Work order
Only the lines from the start of the data through the line with "solid #fff;border-radius:50%;background:#1a73e8;box-shadow:0 0" belong in the copy. Restate them word for word, minus the pictures.
****************
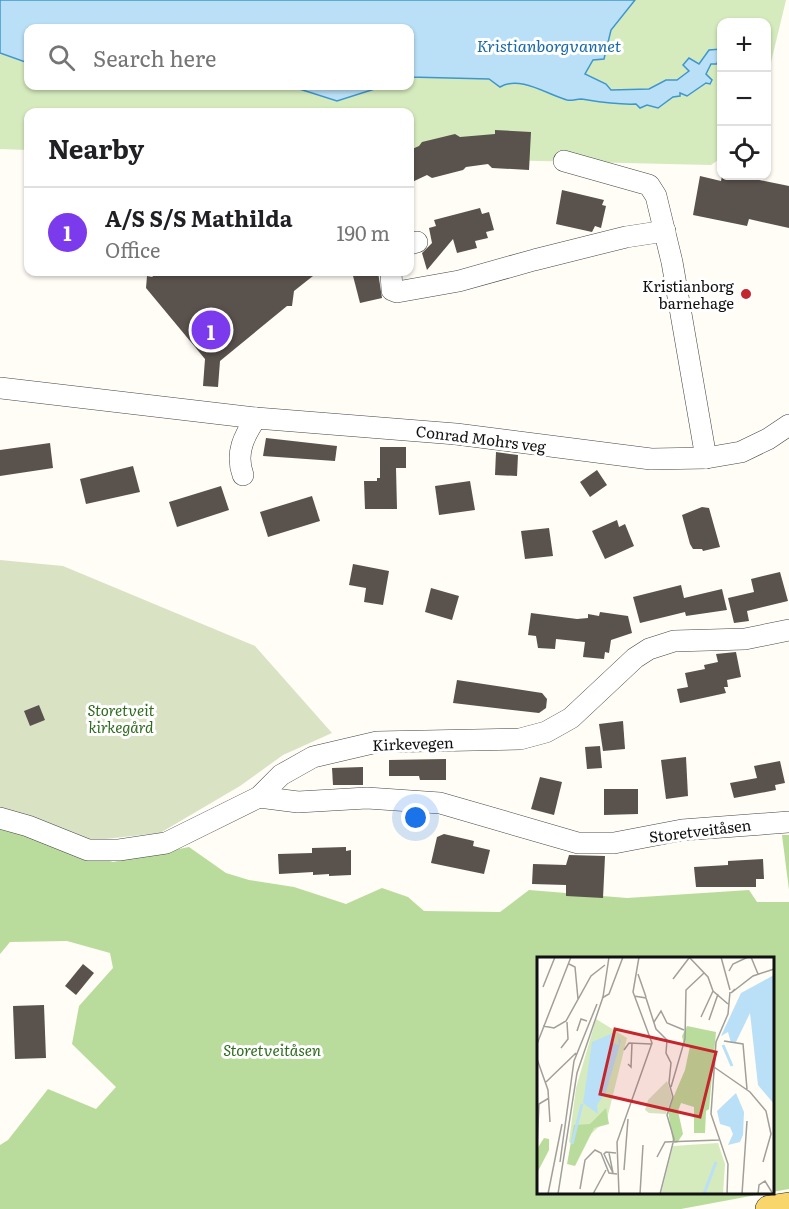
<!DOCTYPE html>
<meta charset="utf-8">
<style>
body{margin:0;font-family:Literata,serif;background:#f6f6f6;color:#202124}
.controls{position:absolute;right:18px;top:18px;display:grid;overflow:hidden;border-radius:12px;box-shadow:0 2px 4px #0004}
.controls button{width:54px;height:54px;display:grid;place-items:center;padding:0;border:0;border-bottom:2px solid #e0e0e0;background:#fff;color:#202124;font:30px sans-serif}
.you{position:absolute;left:416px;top:818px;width:21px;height:21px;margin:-15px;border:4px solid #fff;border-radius:50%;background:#1a73e8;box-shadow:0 0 0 9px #1a73e833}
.badge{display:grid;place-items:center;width:39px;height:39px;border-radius:50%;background:#7c3aed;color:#fff;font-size:20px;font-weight:700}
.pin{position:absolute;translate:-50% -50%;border:3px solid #fff;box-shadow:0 2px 6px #0006}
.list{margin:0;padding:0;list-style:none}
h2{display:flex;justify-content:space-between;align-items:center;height:78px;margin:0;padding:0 24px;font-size:26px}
h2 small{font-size:20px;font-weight:400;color:#757577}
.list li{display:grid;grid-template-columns:39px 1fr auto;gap:18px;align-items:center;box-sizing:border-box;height:90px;padding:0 24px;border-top:2px solid #e0e0e0}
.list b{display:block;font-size:22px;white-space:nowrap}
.list p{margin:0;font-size:20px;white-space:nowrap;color:#757577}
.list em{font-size:20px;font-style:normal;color:#757577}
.icon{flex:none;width:33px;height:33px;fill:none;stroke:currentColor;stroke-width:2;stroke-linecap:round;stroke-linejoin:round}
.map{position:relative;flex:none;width:789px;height:1209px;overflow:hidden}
.search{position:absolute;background:#fff;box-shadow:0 2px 4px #0004;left:24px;top:24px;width:390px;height:66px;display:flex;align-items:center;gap:15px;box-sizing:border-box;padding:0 21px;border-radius:12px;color:#757577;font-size:22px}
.panel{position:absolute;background:#fff;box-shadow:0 2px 4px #0004;left:24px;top:108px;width:390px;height:168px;border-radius:12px}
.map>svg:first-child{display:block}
.green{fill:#d5ebbd;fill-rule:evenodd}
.forest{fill:#b9dc9c}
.cemetery{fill:#d9e3c4}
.water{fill:#b9e0f7;stroke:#3f96cf;stroke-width:1.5}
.building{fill:#5a524d}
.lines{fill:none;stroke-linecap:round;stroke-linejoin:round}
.minor-casing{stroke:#444;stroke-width:22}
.major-casing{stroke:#222;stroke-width:28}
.minor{stroke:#fff;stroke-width:21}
.major{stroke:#f9d66b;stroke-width:27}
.poi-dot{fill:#c4262e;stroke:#fff;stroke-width:2}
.labels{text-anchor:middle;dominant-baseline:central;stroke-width:6;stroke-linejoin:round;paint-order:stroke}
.poi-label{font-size:15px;fill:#111;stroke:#fff;text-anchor:end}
.street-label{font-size:15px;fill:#111;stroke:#fff}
.park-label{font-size:15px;font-style:italic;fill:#2f6b1f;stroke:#fff}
.water-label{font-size:16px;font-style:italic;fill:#1768a6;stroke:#fff}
.inset-river{fill:none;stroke:#b9e0f7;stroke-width:3}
.inset-road{fill:none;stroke:#a09f9a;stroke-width:1.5}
.view{fill:#c4262e;fill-opacity:0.15;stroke:#c4262e;stroke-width:3}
.inset-edge{fill:none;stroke:#111;stroke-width:3}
</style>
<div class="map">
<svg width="789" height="1209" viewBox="0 0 789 1209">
<rect width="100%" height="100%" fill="#fffdf5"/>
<path class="green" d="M0,0h786l-19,79 -1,-57h-44l-1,136 -10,7 -301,-7v-46h-382v38l-28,-1zM28,28h382v58h-382z"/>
<g class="forest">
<polygon points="0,822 113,862 189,847 226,873 249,880 294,887 346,904 382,888 408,897 424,911 500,912 529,890 627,898 749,890 757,902 789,902 789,1189 772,1192 772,958 538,958 538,1192 772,1192 681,1209 0,1209 0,1145 8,1140 48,1089 96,1109 116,1087 72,1044 79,1006 113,968 110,953 67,941 10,942 0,954"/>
<polygon points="782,835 789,835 789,890"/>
</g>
<polygon class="cemetery" points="0,560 63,566 255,646 332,733 283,755 240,786 160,833 87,841 0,815"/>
<g class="water">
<path d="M0,0h635l-24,30 -7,29 -11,1 -8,14 21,10 5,6 38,-1 17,-9h11l12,-9 -6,-6 6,-7 10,6 10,-14 12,-1 -4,15h-6l-5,10 6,6 -2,4 -4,-1 -19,13 -7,-3v3l-7,1 -15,11 -11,-3 -7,3 -4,-4c-20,1 -36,-2 -55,-5 -5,0 -9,2 -14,1 -19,-5 -47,-25 -67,-13l-11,-8 -79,-2v-49h-382v35l-28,-10z"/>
<polygon points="290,86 384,86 337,101"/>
</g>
<g class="building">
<polygon points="495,130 531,132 529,170 492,168 488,164 466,167 463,170 432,178 427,175 410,183 410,150 419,146 422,142 455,134 460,137 495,134"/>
<polygon points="700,176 721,181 722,176 740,176 789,186 789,228 749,219 747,226 693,215"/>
<polygon points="562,190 604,200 602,205 606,206 601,228 595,226 592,232 556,224"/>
<polygon points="480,208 482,214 489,212 494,230 486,232 488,238 475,241 477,248 457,253 453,239 427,270 422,253 432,243 429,228 436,226 434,220"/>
<polygon points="158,272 318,272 294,291 292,306 287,306 220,361 218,387 203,386 205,359 146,288 147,276 152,277"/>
<polygon points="352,272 378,272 382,298 360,303"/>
<polygon points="266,438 337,446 335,461 263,456"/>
<polygon points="50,443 53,468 0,476 0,450"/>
<polygon points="380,447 406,447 406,468 396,468 397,509 365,509 364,481 377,481 377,478 380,478"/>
<polygon points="496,452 518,455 517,476 495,475"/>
<polygon points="133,466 140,492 86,504 80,479"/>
<polygon points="597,470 607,485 590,497 580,482"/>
<polygon points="470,481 475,510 439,515 435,486"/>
<polygon points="221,486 229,510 177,527 169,502"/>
<polygon points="312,496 320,521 268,537 260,512"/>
<polygon points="702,507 709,508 720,547 703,551 702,549 693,549 690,544 682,515"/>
<polygon points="617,520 619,527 625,524 634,546 605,559 592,531"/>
<polygon points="549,528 553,556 525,559 521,531"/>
<polygon points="353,564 389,571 383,605 364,602 366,588 349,585"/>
<polygon points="780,572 788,601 747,611 749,621 734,623 728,598 754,592 751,579"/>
<polygon points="681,585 684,598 722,589 727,610 686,616 685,612 640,623 633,597"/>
<polygon points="431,588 459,596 452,620 425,612"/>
<polygon points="600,612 628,616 632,633 611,640 609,653 605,652 604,659 583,657 585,642 556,639 555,649 538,648 536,636 528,635 531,613 577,619 588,618 588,614 599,616"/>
<polygon points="736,652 741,677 727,680 728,687 724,687 726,693 680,703 677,689 688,687 685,673 705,669 704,665 718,662 716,654"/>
<polygon points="457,680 542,693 547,699 546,708 539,713 453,703"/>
<polygon points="39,705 45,720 30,726 24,711"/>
<polygon points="623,721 625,749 603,751 599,724"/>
<polygon points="600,746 602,768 587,769 585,747"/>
<polygon points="686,757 688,796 666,799 661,760"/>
<polygon points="446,759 446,780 420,780 419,776 389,776 389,760"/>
<polygon points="780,761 785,783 775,785 776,790 734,798 730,783 757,778 754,766"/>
<polygon points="363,767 363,785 333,785 332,768"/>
<polygon points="540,777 562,782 554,815 531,809"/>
<polygon points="604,789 638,789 638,814 604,815"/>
<polygon points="444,834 474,841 473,846 490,850 484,874 431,863 437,837"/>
<polygon points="346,847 346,851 351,850 351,875 329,876 329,874 313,875 313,872 279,874 278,854 312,853 312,848"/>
<polygon points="569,855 605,856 603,898 566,896 566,885 532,884 533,864 566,865"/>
<polygon points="763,859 764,879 756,879 756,887 696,887 694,867 728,865 728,861"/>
<polygon points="83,964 94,973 76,995 65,986"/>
<polygon points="44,1005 46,1058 15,1059 13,1006"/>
</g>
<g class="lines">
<g class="minor-casing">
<g id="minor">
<polyline points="564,161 649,185 656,196 672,262 706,458"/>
<polyline points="410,244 417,242"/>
<polyline points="391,272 392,290 397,292 459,281 534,260 626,237 665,231"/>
<polyline points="0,388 256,418 456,434 651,459 706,458 741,452 768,439 789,425"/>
<path d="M243,475c-8,-22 1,-39 13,-57"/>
<polyline points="259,797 298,802 367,798 440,803 578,843 614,843 682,830 789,822"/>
<polyline points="0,818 28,826 88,850 119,850 166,843 259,797 281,775 313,757 377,742 520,739 546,732 571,718 635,658 649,649 674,641 745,639 789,630"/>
</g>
</g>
<g class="major-casing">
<polyline id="major" points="769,1209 789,1206"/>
</g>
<use href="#minor" class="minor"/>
<use href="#major" class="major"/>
</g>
<circle class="poi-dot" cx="746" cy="294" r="6"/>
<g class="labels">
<g class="poi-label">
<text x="734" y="285">Kristianborg<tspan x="734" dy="17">barnehage</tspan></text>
</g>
<g class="street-label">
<text transform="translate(481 438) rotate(7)">Conrad Mohrs veg</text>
<text transform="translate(413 743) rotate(-2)">Kirkevegen</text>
<text transform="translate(700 830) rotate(-7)">Storetveitåsen</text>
</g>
<g class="park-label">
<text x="121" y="709">Storetveit<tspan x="121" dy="17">kirkegård</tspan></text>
<text x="272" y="1049">Storetveitåsen</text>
</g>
<g class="water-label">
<text x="549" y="45">Kristianborgvannet</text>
</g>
</g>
<g transform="translate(537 957)">
<rect width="237" height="237" fill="#fffdf5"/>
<path d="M59,62l31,19 -20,81 -30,28 -8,-5 7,-54zM181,186l7,21 -2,30h-62l12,-48z" fill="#d5ebbd"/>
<path d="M150,69l29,6 -7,77 -3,2 -1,22h-11v-26l-13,-4 -3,8 5,23 -6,9h-4l-5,-33 17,-40 5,-24 -6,-1 -2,-9zM69,151l3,16 -15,4 -19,38 -8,-2 7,-39 16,-1zM7,181l5,1v11l-12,23v-24z" fill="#b9dc9c"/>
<path d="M130,124l5,16 -6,17 -17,-1 -4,-3 3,-10z" fill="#d9e3c4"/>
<path d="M237,18v129l-16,-19 -8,-72 -14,29 -5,1 -3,-11 -7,4 20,-43zM76,76v10l6,2 -1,-10 3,6 -15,51 -9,13 1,9 -15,-11 9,-61zM199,136l8,19 -1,23 -3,7 -12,3 5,-11 -3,-7 -10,-3 -3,-13z" fill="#b9e0f7"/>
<path class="inset-river" d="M186,88l9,21M35,187l10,-40M167,237l12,-32"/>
<path class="inset-road" d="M152,0l19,20 5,14 15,13M184,0l9,33M214,0l7,17M32,7l6,3 3,32M192,14l4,-7 15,-7M101,17l8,23M136,22l16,-21M6,30l12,-30M198,32l-4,4 22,-17 21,-7M97,39l12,2 10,31 11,11 -1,13 5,10 -2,20 4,14 -6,18 7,24 -14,55M65,41l7,-4 14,-37M164,60l12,-26M172,63l9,-26M117,65l7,-11 6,12 17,7M6,69l11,2 12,-7 25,-45 14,-11M40,74l4,-12 6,2M187,84l19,3 4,45M0,87l34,-87M24,91l7,-9 -1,-17M87,93l5,-7 22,1M0,102l11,31 2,32M91,107l3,3 1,-24M177,110l36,25 16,19 5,23 -8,28M9,125l30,-29M134,130l14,-48 1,-49 18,-17M0,190l2,-43 10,-6M72,196l4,20 -9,-19 2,-2 10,1M120,200l8,-15 54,-2M23,205l14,-101 23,-57M87,213l4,-51M43,232l5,-29 10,-10 6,3 8,20 8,1M11,237l14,-70M21,237l19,-121 26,-76 6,-40M56,237l13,-24M82,237l-2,-52 35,-99 -19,-51 6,-35M103,237l3,-49M190,237l1,-30 -17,-50 5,-72 12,-28 2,-22M205,237l5,-73M221,237l1,-9 6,-4 8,13"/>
<path class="view" d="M78,72l101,23 -16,65 -100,-23z"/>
<rect width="237" height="237" class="inset-edge"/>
</g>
</svg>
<div class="controls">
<button>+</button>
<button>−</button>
<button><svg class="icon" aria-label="locate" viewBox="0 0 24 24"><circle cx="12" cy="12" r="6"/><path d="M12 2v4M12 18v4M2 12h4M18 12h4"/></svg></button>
</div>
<div class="you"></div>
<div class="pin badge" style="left:211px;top:330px">1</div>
<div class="search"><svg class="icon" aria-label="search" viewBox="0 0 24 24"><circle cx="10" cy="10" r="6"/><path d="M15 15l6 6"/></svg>Search here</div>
<section class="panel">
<h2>Nearby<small></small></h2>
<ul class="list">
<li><span class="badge">1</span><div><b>A/S S/S Mathilda</b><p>Office</p></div><em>190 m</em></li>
</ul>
</section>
</div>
****************
Answer for the task
<!DOCTYPE html>
<meta charset="utf-8">
<style>
body{margin:0;font-family:Literata,serif;background:#f6f6f6;color:#202124}
.controls{position:absolute;right:18px;top:18px;display:grid;overflow:hidden;border-radius:12px;box-shadow:0 2px 4px #0004}
.controls button{width:54px;height:54px;display:grid;place-items:center;padding:0;border:0;border-bottom:2px solid #e0e0e0;background:#fff;color:#202124;font:30px sans-serif}
.you{position:absolute;left:416px;top:818px;width:21px;height:21px;margin:-15px;border:4px solid #fff;border-radius:50%;background:#1a73e8;box-shadow:0 0 0 9px #1a73e833}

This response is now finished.